◆ Action item: All records below are to be repeated precisely, with nothing added.

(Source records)
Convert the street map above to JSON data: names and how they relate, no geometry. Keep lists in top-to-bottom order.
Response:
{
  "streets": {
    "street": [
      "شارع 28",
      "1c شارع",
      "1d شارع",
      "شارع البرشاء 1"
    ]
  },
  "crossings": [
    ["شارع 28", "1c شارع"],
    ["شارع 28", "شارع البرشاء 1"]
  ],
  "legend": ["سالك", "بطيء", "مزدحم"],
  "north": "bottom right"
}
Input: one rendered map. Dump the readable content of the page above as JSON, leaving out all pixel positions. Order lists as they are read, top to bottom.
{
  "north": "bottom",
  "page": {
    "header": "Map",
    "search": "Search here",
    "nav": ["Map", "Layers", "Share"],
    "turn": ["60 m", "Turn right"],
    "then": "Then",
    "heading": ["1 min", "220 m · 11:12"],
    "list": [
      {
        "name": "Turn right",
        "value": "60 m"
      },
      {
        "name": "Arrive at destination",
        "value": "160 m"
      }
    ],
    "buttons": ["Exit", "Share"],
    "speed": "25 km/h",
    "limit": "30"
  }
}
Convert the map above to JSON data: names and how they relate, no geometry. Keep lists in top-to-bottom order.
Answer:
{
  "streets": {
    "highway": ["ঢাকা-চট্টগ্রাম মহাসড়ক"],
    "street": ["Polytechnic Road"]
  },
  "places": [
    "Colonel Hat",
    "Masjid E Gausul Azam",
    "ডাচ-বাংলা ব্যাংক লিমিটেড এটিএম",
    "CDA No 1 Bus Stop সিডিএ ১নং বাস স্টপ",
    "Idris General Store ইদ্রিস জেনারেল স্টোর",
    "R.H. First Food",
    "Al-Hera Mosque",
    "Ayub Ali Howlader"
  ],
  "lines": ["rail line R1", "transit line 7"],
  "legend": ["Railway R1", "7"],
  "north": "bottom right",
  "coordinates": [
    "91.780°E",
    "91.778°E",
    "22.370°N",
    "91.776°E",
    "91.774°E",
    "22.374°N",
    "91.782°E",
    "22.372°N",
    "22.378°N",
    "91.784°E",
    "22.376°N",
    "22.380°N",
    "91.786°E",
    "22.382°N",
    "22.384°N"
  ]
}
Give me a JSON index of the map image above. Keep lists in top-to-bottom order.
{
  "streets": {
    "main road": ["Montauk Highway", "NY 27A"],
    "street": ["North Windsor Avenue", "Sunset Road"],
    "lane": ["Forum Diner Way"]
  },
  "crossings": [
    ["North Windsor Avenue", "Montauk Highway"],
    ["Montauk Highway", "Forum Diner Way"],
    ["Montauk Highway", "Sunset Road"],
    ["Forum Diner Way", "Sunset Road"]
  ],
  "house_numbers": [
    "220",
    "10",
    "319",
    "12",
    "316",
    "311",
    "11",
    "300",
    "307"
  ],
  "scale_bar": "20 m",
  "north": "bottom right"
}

◆ Result of the exercise:
Convert the street map above to JSON data: names and how they relate, no geometry. Keep lists in top-to-bottom order.
Response:
{
  "streets": {
    "street": [
      "شارع 28",
      "1c شارع",
      "1d شارع",
      "شارع البرشاء 1"
    ]
  },
  "crossings": [
    ["شارع 28", "1c شارع"],
    ["شارع 28", "شارع البرشاء 1"]
  ],
  "legend": ["سالك", "بطيء", "مزدحم"],
  "north": "bottom right"
}
Input: one rendered map. Dump the readable content of the page above as JSON, leaving out all pixel positions. Order lists as they are read, top to bottom.
{
  "north": "bottom",
  "page": {
    "header": "Map",
    "search": "Search here",
    "nav": ["Map", "Layers", "Share"],
    "turn": ["60 m", "Turn right"],
    "then": "Then",
    "heading": ["1 min", "220 m · 11:12"],
    "list": [
      {
        "name": "Turn right",
        "value": "60 m"
      },
      {
        "name": "Arrive at destination",
        "value": "160 m"
      }
    ],
    "buttons": ["Exit", "Share"],
    "speed": "25 km/h",
    "limit": "30"
  }
}
Convert the map above to JSON data: names and how they relate, no geometry. Keep lists in top-to-bottom order.
Answer:
{
  "streets": {
    "highway": ["ঢাকা-চট্টগ্রাম মহাসড়ক"],
    "street": ["Polytechnic Road"]
  },
  "places": [
    "Colonel Hat",
    "Masjid E Gausul Azam",
    "ডাচ-বাংলা ব্যাংক লিমিটেড এটিএম",
    "CDA No 1 Bus Stop সিডিএ ১নং বাস স্টপ",
    "Idris General Store ইদ্রিস জেনারেল স্টোর",
    "R.H. First Food",
    "Al-Hera Mosque",
    "Ayub Ali Howlader"
  ],
  "lines": ["rail line R1", "transit line 7"],
  "legend": ["Railway R1", "7"],
  "north": "bottom right",
  "coordinates": [
    "91.780°E",
    "91.778°E",
    "22.370°N",
    "91.776°E",
    "91.774°E",
    "22.374°N",
    "91.782°E",
    "22.372°N",
    "22.378°N",
    "91.784°E",
    "22.376°N",
    "22.380°N",
    "91.786°E",
    "22.382°N",
    "22.384°N"
  ]
}
Give me a JSON index of the map image above. Keep lists in top-to-bottom order.
{
  "streets": {
    "main road": ["Montauk Highway", "NY 27A"],
    "street": ["North Windsor Avenue", "Sunset Road"],
    "lane": ["Forum Diner Way"]
  },
  "crossings": [
    ["North Windsor Avenue", "Montauk Highway"],
    ["Montauk Highway", "Forum Diner Way"],
    ["Montauk Highway", "Sunset Road"],
    ["Forum Diner Way", "Sunset Road"]
  ],
  "house_numbers": [
    "220",
    "10",
    "319",
    "12",
    "316",
    "311",
    "11",
    "300",
    "307"
  ],
  "scale_bar": "20 m",
  "north": "bottom right"
}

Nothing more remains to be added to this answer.